General CSO Observer Criteria

  1. Civil Society Organization (CSO) observers to the CIF will be established, not-for-profit non-governmental organizations (NGOs) with verifiable knowledge and understanding of the purpose, functions, and operations of the CIF. Eligible NGOs include, but are not limited to, think tanks, advocacy groups, community-based organizations, and aid organizations.[1]
  2. Observer organizations must have membership in, or subscribe to information from, at least one networking organization (e.g., an alliance organization that provides services to similarly focused NGOs) that is engaged on issues relevant to the CIF at the local, national or international level.
  3. Candidate organizations will be asked to demonstrate their capacity to establish links with groups and networks, within and outside of their home country and within their CIF region,[2] including with grassroots-level and community-based organizations.[3]
  4. Observer organizations to the committees and sub-committees must have an understanding of environmentally sustainable development, social justice, and equity.
  5. Observer organizations also must be able to demonstrate knowledge of and/or expertise on issues that are central to the specific committee or sub-committee for which they are applying.
  6. In order to avoid conflicts of interest, observer organizations must disclose the scope of their organizations’ financial engagement with the multilateral development banks, export credit agencies, and governments in areas relevant to CIF activities and programming.
  7. Each observer organization will be expected to appoint one primary representative who will attend CIF meetings, and one alternate who can prepare for, travel to, and actively participate in CIF meetings in the event the primary representative is unable to attend.

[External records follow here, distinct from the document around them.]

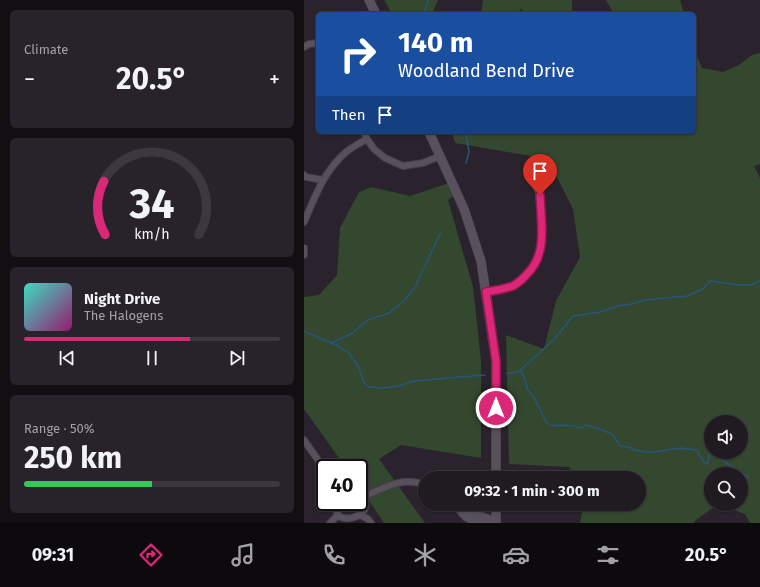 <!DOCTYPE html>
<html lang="en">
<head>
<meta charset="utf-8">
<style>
  :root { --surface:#201a21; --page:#28232a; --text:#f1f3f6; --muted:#a2a1a5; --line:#3d383f; --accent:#db2777 }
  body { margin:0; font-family:"Fira Sans",sans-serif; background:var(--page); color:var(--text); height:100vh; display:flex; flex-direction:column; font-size:15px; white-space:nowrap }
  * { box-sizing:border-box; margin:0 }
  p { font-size:13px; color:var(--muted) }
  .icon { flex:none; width:22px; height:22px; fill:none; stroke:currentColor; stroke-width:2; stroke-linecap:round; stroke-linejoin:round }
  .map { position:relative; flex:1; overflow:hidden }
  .side { display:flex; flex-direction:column; gap:10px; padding:10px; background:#120e12; width:304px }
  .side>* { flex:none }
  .top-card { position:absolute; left:12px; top:12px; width:380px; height:122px; border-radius:6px; box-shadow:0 1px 3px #0004,0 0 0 1px var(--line); background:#1a4fa0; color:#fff; overflow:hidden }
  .fabs { position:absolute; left:400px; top:415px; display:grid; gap:8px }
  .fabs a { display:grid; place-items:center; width:44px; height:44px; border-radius:50%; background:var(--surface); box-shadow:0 1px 3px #0004,0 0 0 1px var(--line); font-size:20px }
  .speed { position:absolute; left:12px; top:459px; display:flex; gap:8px; font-size:20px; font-weight:700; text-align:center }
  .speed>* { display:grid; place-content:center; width:52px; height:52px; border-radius:50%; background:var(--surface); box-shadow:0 1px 3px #0004,0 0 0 1px var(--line); line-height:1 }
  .speed .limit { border:2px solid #111; border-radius:6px; background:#fff; color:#111 }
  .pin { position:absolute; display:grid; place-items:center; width:34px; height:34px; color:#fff; margin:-41px -17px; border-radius:50% 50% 50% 0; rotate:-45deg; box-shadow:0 0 4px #0007 }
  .pin .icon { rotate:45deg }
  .me { position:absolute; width:44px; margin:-22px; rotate:0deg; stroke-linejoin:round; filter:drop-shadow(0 0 3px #0008) }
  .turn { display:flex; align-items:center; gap:14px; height:84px; padding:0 16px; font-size:18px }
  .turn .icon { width:52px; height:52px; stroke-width:2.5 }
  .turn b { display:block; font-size:28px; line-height:34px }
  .then { display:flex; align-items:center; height:38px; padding:0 16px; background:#0003; gap:8px; font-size:15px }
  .big { font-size:30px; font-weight:700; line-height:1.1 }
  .side .card { flex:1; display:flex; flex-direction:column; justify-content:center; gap:6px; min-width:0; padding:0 14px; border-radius:6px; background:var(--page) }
  .side .dial { align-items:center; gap:0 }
  .dial svg { height:104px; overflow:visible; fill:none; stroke:var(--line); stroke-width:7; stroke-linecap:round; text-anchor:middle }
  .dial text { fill:var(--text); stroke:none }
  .song { display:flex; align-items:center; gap:12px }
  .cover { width:48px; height:48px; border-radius:6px; background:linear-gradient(135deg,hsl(170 70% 55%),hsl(320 70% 35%)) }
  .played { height:4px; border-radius:2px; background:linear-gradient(90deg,var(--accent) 65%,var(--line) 65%) }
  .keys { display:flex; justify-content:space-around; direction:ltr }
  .heat { display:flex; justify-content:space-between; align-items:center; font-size:22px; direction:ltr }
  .charge { height:6px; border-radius:3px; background:linear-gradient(90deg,#34c759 50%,var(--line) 0) }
  .trip { position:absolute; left:114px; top:471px; width:228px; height:40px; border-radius:20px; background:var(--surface); box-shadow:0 1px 3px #0004,0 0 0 1px var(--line); font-weight:700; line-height:40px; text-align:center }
  .tabs { display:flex; height:64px; justify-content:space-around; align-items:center; background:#0d0a0d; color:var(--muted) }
  .tabs .icon { width:28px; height:28px }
  .tabs .active { color:var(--accent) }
  .tabs b { font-size:18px; color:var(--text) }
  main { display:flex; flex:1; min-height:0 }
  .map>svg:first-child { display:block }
</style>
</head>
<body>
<main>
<section class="side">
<div class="card"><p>Climate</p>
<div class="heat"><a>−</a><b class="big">20.5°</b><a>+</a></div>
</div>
<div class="card dial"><svg viewBox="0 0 100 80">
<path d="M14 69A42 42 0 1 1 86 69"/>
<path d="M14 69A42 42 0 0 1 13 28" stroke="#db2777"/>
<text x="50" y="56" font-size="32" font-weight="700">34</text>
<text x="50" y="72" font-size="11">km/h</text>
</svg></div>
<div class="card">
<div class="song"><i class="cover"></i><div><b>Night Drive</b><p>The Halogens</p></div></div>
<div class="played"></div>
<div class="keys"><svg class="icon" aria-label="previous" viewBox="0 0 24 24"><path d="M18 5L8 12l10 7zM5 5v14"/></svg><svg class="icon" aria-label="pause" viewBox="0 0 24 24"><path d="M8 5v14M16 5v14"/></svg><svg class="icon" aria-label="next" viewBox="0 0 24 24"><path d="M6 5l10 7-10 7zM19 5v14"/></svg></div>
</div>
<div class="card"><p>Range · 50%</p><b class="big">250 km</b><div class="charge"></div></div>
</section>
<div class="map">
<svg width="456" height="523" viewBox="0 0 456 523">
  <rect width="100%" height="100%" fill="#2a222c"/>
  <path fill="#33482f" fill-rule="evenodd" d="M80,0H134L129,12L132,14H88Z
    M179,0H268V14H224L217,9L212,14H177Z
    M302,0H376L380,14H310Z
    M390,48L398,68L419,72L435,65L448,55L456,53V164L450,166L456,178V523H446L441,514L414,504L392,520L390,523H276L279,508V504H335V478H272L265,467L205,464L202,335L240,349L252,301L276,257L269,209L244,159L151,143L148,132H390ZM407,422H437V452H407ZM407,474H437V504H407Z
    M145,183L150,196L144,200L169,287L177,360V458L97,445L75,459L121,523H80L55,486V468H42L0,409V297L15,295L33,275L36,228L55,192L67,187L106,196Z"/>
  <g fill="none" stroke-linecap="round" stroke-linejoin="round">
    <path stroke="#27557b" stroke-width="1.5" d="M262,0H263
      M120,14L124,0
      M161,132L162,135L165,152L162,163
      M0,331L32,345L45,353L54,366L60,383L65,387L78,388L94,386L110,381L181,375
      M27,343L47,334L64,320L85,313L100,301L111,287L137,232
      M216,370C218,373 220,376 221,379C223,385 222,391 228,394L242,422L246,425L251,426L257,425L272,426L274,428L279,427L282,425L299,430L309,435L316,446L325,447L330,450L342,452H350L377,448L393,450L399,461L402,464L404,463L405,454L407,452
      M203,373L214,372L232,356L252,337L269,316L296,312L313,306L327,304L342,300L383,296L399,289L406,281L436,285H447L456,281
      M408,452L410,454L438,474L444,477"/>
    <g stroke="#433d45" stroke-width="8">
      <path id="street" d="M0,47L5,44L14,43
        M60,132L63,139L70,149L81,158L99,166L119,163L136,156
        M0,175L2,177L19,180
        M0,222C11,197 20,171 42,152C48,147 56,143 63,139
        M0,248V255
        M182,292L209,286L218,280L227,270L232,262L237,249V232L236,195L228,178
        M0,440L21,470
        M59,497C80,488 98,476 121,485
        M32,502C31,508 32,513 36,517C51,523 73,508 55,493
        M150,504C154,508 157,513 161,517C169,523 182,522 192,521
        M157,512L165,514L176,515L190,520
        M58,516L64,519L67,523
        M26,523L34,515"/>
    </g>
    <g stroke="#433d45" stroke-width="10">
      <path id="secondary" d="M65,0L72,14
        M125,132L160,209L177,261L192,361V478
        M192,504V523"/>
    </g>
    <use href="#street" stroke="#58505b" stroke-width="6"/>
    <use href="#secondary" stroke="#58505b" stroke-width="9"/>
  </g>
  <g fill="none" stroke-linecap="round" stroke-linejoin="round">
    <g stroke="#8e194d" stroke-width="10">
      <path id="route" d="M192,408V361L182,292C190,291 200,289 209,286C214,283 219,279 223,274C244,254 237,222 236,195"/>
    </g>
    <use href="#route" stroke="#db2777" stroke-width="7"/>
  </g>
</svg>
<div class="fabs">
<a><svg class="icon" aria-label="sound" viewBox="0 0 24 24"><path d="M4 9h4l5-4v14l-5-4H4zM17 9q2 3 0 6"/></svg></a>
<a><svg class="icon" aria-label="search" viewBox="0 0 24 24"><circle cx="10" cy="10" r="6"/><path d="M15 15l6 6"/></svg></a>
</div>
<div class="speed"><div class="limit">40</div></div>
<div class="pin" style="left:236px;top:195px;background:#d93025"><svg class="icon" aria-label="arrive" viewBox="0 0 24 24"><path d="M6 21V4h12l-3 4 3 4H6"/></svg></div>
<svg class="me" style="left:192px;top:408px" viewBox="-20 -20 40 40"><circle r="17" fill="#db2777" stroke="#fff" stroke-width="3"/><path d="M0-11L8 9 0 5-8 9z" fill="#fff"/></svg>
<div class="trip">09:32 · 1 min · 300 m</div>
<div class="top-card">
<div class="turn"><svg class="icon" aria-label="right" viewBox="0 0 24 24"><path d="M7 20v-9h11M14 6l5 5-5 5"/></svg><div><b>140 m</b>Woodland Bend Drive</div></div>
<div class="then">Then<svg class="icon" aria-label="arrive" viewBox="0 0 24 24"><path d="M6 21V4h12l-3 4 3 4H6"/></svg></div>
</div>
</div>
</main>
<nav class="tabs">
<b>09:31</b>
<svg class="icon active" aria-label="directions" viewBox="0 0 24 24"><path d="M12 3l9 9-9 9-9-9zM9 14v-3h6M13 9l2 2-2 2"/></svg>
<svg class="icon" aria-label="music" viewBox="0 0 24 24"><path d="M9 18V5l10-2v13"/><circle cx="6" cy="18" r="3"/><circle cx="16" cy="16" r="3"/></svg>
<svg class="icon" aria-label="phone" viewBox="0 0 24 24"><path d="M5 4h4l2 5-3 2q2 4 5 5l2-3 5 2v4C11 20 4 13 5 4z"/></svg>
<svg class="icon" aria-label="climate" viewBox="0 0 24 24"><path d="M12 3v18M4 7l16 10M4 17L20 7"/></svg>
<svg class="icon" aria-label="car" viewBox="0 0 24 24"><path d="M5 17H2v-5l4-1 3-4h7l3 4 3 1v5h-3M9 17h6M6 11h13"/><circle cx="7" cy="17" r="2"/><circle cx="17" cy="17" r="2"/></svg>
<svg class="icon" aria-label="filters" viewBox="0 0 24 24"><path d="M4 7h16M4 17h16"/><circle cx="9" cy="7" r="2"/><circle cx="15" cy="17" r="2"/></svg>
<b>20.5°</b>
</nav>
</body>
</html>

Criteria for Individuals Representing Observer Organizations

  1. Individuals representing civil society observer organizations must have the capacity to communicate and negotiate effectively and be able to interact actively via the Internet and telephone.
  2. Individuals representing observer organizations must be committed to open and transparent communication.
  3. Individuals representing observer organizations must be willing and committed to representing the concerns and interests of their constituents – not only members of their own organizations, but also the larger community to whom they are accountable. They also must be able to report back to those constituents on relevant CIF activities and programming.
  4. The working language of the CIF is English. Individuals representing observer organizations must have a working knowledge of English. 

Criteria for Balance

  1. Special effort will be made to recruit and select observer organizations that are represented by women and/or that focus on women’s involvement in addressing the challenges of climate change.
  2. Special effort will be made to achieve a balance among different types of organizations (e.g., think tanks, advocacy organizations, community-based organizations, and aid organizations).
  3. Special effort will be made to achieve representation of organizations from CIF pilot countries.

Terms, Responsibilities, and CIF Meeting Dates

  • Observer organizations will serve a two-year term, beginning January 2015.
  •  Individuals representing observer organizations will be expected to attend two CIF committee meetings in 2015 and two  meetings in 2016. They will be expected to participate in an orientation session, approximately 12 teleconferences and ‘virtual’ meetings, and a Partnership Forum during the course of their term. They will also be expected to contribute productively to the work of the CIF by responding to requests for input on documents and, when their term is completed, by serving on the advisory committee that helps to select the next set of observers.
  • Developed country observer organizations must be able to cover the travel costs associated with CIF meetings. Upon request, the CIF Administrative Unit will cover travel costs for organizations from developing countries.

 


[1] Please note there are separate seats allocated to representatives who 1) primarily represent interests of business and the private sector and 2) indigenous peoples groups.  There are different selection processes for these seats.

[2] For the purposes of the CIF, the four regions are Africa/Middle East; Asia-Pacific; Latin America and the Caribbean; and developed countries.

[3]  Capacity to tap into such networks will be extremely important for monitoring implementation of CIF programs.